If you’ve got little kids, it’s perfect. Put them down at 8:30 and you’re home free. You’re done brushing teeth and washing faces and trying to get the younger one to sit on the damn potty. What’s actually annoying is when these games start at  7 p.m. or 7:30 and you’re relegated to watching on your phone, because your four year old has once again commandeered the 75-inch TV to watch The Little Mermaid for the 700th time, and even then, you can’t sit still for one offensive possession because she needs a drink, or a snack, or her sister pulled her hair, or some other such nonsense. So you end up pausing the game and then have to catch up after putting them down for bed, which also requires you to stay off social media in order to avoid spoilers.

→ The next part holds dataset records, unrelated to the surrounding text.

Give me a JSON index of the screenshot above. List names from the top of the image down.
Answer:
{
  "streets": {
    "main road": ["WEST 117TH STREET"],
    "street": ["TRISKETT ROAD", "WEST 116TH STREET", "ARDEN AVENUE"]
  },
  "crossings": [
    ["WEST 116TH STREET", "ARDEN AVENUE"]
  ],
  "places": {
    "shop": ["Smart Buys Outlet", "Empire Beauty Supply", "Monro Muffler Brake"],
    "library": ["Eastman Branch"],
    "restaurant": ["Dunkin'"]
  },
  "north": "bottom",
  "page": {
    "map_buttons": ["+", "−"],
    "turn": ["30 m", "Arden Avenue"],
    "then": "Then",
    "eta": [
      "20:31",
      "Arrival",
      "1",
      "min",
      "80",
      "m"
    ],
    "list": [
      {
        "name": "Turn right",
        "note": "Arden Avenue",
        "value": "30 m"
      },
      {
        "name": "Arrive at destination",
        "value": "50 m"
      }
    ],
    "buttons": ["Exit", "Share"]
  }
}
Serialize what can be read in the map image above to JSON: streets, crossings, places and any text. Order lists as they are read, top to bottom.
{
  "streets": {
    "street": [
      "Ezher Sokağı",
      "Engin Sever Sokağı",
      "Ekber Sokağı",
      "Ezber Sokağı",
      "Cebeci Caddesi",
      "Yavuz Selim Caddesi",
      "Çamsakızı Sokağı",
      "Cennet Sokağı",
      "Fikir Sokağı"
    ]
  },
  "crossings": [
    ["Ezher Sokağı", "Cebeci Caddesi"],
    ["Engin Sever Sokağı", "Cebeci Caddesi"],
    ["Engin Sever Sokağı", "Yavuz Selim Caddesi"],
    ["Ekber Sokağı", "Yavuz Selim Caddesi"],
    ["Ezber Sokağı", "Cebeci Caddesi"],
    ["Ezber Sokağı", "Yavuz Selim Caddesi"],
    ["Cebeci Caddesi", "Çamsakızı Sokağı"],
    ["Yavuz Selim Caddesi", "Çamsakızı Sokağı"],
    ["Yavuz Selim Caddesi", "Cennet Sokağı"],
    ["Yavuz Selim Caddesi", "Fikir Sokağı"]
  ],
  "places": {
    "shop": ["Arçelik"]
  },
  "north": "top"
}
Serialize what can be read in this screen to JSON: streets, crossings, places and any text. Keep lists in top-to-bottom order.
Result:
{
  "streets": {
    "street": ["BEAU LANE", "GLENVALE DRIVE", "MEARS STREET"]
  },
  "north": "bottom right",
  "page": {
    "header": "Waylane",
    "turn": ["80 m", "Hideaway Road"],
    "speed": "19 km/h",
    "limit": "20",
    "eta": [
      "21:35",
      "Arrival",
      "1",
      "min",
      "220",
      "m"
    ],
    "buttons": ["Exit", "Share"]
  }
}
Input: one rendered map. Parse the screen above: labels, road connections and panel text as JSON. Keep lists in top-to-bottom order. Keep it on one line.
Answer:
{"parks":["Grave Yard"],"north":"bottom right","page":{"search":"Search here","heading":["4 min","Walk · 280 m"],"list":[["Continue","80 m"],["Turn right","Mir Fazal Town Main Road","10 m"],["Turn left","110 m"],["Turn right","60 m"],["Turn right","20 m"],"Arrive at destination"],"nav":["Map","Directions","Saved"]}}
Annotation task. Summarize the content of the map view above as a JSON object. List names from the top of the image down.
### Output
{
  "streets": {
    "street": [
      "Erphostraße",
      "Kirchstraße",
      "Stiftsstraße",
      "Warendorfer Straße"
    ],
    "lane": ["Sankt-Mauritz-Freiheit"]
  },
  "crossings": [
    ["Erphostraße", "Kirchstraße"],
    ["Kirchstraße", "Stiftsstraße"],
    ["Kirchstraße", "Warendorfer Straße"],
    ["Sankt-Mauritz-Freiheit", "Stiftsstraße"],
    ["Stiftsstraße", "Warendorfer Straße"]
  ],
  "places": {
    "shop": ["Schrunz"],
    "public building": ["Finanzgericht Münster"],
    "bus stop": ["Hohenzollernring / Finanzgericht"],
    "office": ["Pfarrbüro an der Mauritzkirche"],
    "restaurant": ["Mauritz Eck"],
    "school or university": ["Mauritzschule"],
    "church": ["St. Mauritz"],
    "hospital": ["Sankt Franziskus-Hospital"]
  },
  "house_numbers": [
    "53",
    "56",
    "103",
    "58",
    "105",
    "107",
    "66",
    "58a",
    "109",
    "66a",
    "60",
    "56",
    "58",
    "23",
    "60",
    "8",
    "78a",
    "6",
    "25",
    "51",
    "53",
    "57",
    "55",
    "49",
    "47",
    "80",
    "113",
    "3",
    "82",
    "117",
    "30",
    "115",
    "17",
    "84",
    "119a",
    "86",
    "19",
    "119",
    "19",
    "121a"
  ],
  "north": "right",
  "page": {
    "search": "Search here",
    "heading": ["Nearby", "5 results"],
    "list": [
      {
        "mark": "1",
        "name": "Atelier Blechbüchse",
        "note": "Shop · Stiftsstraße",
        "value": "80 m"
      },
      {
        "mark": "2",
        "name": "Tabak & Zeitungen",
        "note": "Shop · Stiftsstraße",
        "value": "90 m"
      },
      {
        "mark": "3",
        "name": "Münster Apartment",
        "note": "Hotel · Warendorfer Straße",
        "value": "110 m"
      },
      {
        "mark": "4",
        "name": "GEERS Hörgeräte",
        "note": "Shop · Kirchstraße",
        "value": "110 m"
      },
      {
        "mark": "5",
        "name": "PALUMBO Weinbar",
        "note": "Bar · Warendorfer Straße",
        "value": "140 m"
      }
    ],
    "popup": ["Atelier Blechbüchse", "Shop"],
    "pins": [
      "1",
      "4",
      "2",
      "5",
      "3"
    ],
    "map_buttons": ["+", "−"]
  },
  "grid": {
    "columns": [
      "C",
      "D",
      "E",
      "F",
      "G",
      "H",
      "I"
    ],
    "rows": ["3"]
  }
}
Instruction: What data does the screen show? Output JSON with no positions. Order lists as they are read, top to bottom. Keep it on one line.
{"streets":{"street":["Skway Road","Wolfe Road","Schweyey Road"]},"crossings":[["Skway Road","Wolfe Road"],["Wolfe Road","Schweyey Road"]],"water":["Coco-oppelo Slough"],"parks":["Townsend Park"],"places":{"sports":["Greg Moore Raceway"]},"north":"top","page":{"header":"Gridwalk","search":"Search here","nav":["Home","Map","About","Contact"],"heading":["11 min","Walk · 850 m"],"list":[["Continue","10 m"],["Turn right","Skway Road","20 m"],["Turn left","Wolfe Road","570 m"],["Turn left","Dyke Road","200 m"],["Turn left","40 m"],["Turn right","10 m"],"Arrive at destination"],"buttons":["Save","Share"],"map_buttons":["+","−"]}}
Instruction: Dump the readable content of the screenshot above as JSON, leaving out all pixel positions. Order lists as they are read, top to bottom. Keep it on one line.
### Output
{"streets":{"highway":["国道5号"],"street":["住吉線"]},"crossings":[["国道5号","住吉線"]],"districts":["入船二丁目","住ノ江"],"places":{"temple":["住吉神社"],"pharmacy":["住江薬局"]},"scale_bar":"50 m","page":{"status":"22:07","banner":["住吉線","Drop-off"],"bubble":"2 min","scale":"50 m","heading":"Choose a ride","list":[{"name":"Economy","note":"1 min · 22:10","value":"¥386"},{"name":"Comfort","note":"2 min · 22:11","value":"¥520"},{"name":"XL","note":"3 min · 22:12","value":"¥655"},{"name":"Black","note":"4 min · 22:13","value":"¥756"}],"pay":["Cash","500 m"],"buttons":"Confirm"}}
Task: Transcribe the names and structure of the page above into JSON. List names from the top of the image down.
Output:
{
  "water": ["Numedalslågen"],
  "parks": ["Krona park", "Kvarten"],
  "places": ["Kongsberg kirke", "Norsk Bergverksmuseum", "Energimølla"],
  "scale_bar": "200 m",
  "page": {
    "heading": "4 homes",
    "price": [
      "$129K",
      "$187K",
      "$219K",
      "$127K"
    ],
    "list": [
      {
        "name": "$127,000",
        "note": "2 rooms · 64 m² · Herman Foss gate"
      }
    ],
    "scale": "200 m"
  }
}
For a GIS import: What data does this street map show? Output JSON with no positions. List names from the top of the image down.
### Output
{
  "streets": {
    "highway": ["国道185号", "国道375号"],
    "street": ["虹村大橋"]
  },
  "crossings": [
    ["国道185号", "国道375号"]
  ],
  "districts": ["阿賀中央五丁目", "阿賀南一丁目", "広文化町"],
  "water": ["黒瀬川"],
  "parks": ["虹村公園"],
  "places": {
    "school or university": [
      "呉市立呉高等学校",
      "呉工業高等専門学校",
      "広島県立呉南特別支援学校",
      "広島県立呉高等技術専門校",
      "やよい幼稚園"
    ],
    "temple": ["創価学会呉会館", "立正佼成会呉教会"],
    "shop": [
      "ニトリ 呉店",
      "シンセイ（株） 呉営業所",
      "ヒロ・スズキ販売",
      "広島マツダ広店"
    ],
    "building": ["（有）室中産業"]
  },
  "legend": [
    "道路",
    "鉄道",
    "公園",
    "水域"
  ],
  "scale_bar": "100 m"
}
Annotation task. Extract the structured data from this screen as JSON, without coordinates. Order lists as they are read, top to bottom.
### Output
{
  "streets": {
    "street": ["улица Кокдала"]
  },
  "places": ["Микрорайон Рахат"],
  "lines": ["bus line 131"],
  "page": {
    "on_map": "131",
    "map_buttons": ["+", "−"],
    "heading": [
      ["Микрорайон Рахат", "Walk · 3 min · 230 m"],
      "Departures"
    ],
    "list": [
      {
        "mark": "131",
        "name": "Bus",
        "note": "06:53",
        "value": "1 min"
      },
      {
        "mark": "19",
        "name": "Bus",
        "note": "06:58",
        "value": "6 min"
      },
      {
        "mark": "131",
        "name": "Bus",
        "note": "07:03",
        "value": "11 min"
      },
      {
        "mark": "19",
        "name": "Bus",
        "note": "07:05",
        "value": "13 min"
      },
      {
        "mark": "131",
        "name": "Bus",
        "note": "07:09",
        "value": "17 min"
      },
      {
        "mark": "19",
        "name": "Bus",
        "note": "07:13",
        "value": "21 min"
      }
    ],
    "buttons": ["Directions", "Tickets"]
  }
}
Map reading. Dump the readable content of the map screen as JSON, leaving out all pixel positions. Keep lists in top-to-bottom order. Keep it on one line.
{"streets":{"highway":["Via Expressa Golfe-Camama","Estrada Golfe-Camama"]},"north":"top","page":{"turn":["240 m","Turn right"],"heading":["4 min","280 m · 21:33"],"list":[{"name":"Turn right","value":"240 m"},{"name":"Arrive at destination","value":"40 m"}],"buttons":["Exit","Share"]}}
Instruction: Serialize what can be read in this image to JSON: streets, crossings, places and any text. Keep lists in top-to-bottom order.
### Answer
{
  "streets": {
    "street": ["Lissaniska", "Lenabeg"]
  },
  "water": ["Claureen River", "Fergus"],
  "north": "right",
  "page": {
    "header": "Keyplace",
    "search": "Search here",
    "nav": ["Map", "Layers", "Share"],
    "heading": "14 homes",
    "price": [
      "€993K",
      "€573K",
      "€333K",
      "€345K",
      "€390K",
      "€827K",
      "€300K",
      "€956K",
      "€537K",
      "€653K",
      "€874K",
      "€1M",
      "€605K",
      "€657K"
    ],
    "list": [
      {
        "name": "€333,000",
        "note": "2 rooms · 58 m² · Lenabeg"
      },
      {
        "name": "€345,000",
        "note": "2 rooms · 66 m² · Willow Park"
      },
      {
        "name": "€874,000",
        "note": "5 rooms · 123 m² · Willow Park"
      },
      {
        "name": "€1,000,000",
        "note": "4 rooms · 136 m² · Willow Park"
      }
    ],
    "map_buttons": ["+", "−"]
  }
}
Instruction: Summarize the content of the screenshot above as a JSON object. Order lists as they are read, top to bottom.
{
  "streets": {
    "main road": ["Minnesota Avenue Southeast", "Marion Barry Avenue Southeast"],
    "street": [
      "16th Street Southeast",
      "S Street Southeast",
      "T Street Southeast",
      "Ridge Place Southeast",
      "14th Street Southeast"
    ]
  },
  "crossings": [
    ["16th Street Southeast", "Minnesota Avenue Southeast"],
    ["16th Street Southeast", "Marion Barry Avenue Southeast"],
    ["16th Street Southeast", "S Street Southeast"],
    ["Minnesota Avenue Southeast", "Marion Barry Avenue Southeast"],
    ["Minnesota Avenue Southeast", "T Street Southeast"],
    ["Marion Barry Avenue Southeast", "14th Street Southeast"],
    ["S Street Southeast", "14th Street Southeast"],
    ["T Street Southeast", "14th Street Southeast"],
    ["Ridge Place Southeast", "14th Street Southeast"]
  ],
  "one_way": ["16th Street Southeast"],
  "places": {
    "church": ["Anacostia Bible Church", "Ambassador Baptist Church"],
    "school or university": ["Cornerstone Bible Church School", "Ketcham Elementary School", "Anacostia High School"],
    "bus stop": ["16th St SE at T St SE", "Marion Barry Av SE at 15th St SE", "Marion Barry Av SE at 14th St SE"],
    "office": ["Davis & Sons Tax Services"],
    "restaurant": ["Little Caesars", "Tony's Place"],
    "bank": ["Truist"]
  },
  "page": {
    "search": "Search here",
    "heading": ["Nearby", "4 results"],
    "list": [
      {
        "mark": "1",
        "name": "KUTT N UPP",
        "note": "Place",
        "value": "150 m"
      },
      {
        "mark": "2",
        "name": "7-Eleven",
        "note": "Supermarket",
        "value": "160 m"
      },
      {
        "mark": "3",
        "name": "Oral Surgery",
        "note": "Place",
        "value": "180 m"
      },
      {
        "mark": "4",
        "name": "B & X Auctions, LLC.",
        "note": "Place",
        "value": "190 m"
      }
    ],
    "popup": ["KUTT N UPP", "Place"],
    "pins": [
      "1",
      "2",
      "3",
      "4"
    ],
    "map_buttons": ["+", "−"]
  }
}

Speaking of which, who are these strange people who put their kids to bed at 7 p.m.? What time do they get up? 5 a.m.? 6 a.m.? News flash: if you put them down later, they’ll sleep later.

Anyway, if you want something to complain about, try being an East Coast UFC fan. 99% of the pay-per-views start at 10 p.m. eastern, no matter where in the country the actual event is taking place. Vegas? 10 p.m. EST for the main card. Dallas? 10 p.m. EST. Barrow, Alaska? 10 p.m. By the time Alex Pereira gets to the Octagon, it’s 1 in the morning and your wife is already asleep and you’re pretty close yourself.

Start times are what they are. It’s impossible to please everybody. If you start at  7 p.m., it sucks for parents. If you start at 9 p.m., it sucks for people who work at 6 a.m. If you start at 8 p.m., the overnight nurse doing four 12s is screwed. Bottom line is that we all have to find a way. It’s the playoffs. The game is gonna be over when, 11:30? That’s not horrible.